Re: futex+io_uring: futex_q::task can maybe be dangling (but is not actually accessed, so it's fine)
From: Jann Horn
Date: Mon Jan 13 2025 - 08:54:41 EST
On Sat, Jan 11, 2025 at 4:33 AM Jens Axboe <axboe@xxxxxxxxx> wrote:
> On 1/10/25 3:26 PM, Jann Horn wrote:
> > Hi!
> >
> > I think there is some brittle interaction between futex and io_uring;
> > but to be clear, I don't think that there is actually a bug here.
> >
> > In io_uring, when a IORING_OP_FUTEX_WAIT SQE is submitted with
> > IOSQE_ASYNC, an io_uring worker thread can queue up futex waiters via
> > the following path:
> >
> > ret_from_fork -> io_wq_worker -> io_worker_handle_work ->
> > io_wq_submit_work[called as ->do_work] -> io_issue_sqe ->
> > io_futex_wait[called as .issue] -> futex_queue -> __futex_queue
> >
> > futex_q instances normally describe synchronously waiting tasks, and
> > __futex_queue() records the identity of the calling task (which is
> > normally the waiter) in futex_q::task. But io_uring waits on futexes
> > asynchronously instead; from io_uring's perspective, a pending futex
> > wait is not tied to the task that called into futex_queue(), it is
> > just tied to the userspace task on behalf of which the io_uring worker
> > is acting (I think). So when a futex wait operation is started by an
> > io_uring worker task, I think that worker task could go away while the
> > futex_q is still queued up on the futex, and so I think we can end up
> > with a futex_q whose "task" member points to a freed task_struct.
> >
> > The good part is that (from what I understand) that "task" member is
> > only used for two purposes:
> >
> > 1. futexes that are either created through the normal futex syscalls
> > use futex_wake_mark as their .wake callback, which needs the task
> > pointer to know which task should be woken.

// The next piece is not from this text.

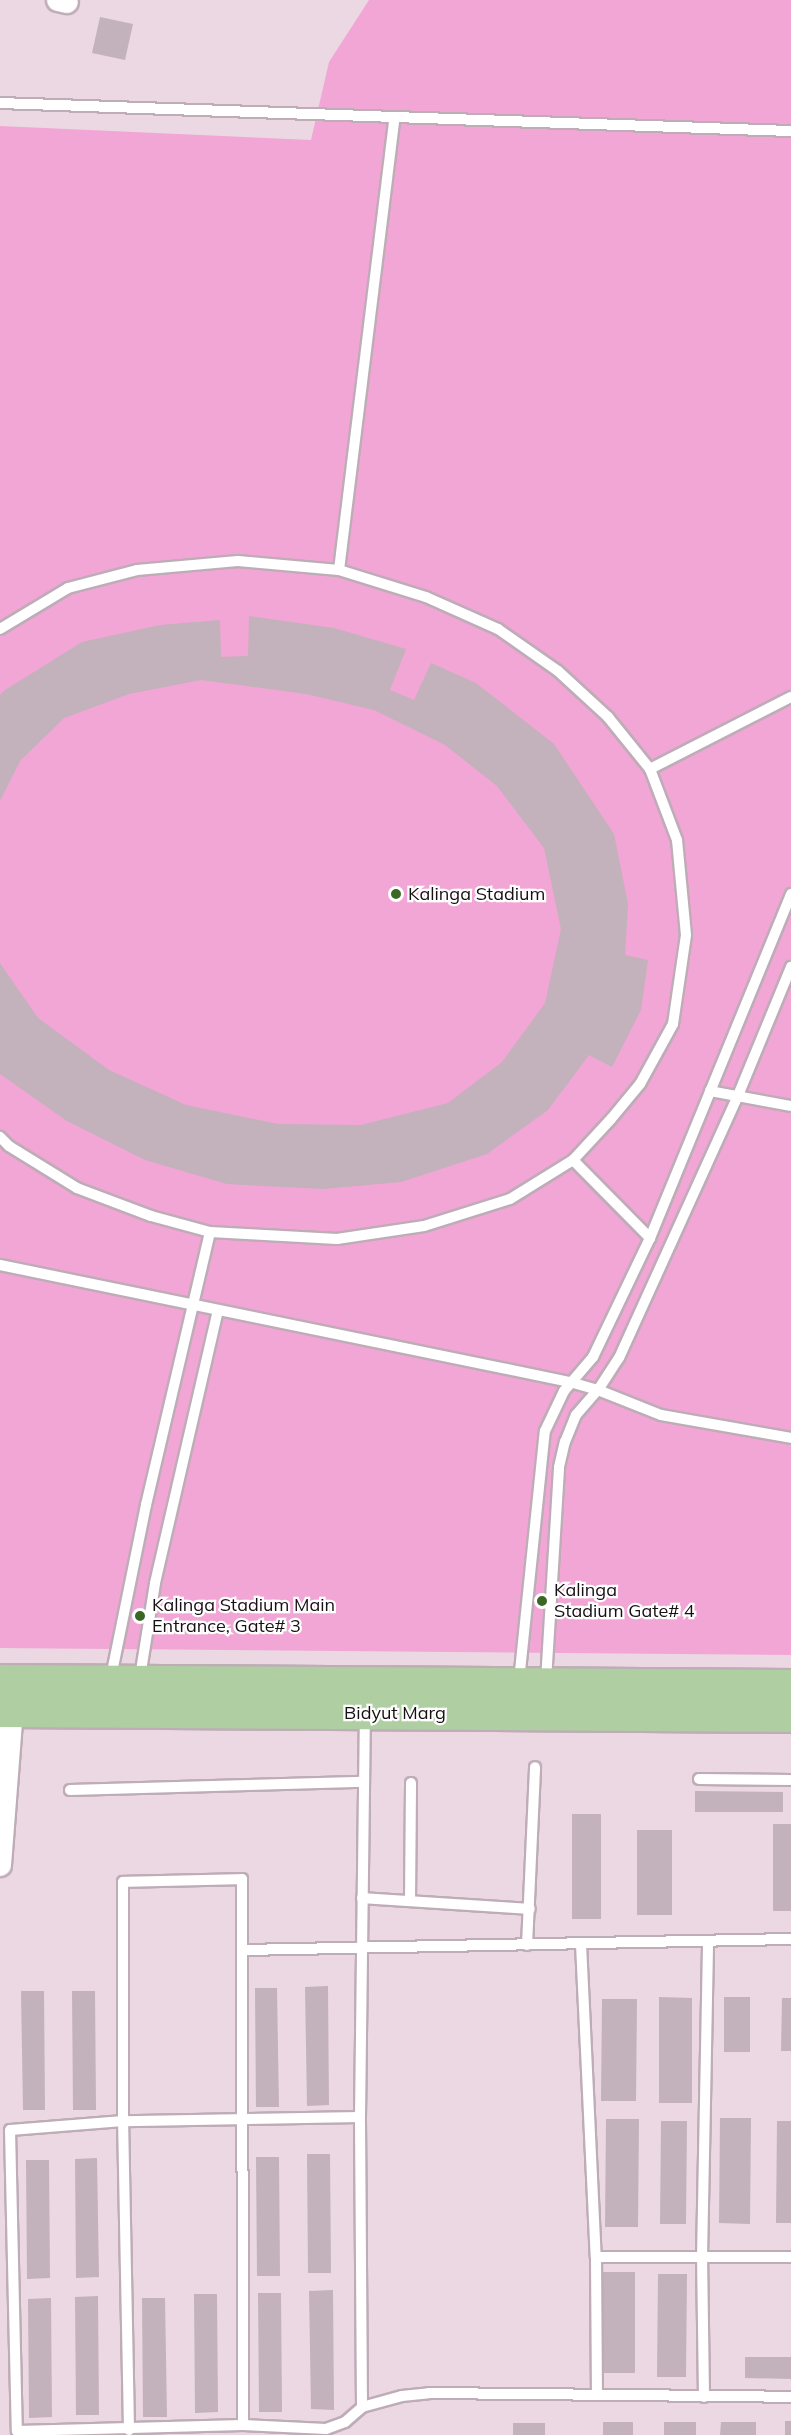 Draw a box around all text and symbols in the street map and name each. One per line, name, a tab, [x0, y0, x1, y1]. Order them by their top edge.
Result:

> > 2. PI futexes use it for priority inheritance magic (and AFAICS there
> > is no way for io_uring to interface with PI futexes)
> >
> > I'm not sure what is the best thing to do is here - maybe the current
> > situation is fine, and I should just send a patch that adds a comment
> > describing this to the definition of the "task" member? Or maybe it
> > would be better for robustness to ensure that the "task" member is
> > NULLed out in those cases, though that would probably make the
> > generated machine code a little bit more ugly? (Or maybe I totally
> > misunderstand what's going on and there isn't actually a dangling
> > pointer...)
>
> Good find. And yes the io-wq task could go away, if there's more of
> them.
>
> While it isn't an issue, dangling pointers make me nervous. We could do
> something like the (totally untested) below patch, where io_uring just
> uses __futex_queue() and make __futex_queue() take a task_struct as
> well. Other callers pass in 'current'.
>
> It's quite possible that it'd be safe to just use __futex_queue() and
> clear ->task after the queue, but if we pass in NULL from the get-go,
> then there's definitely not a risk of anything being dangling.
Yeah, this looks like a nice cleanup that makes this safer, thanks!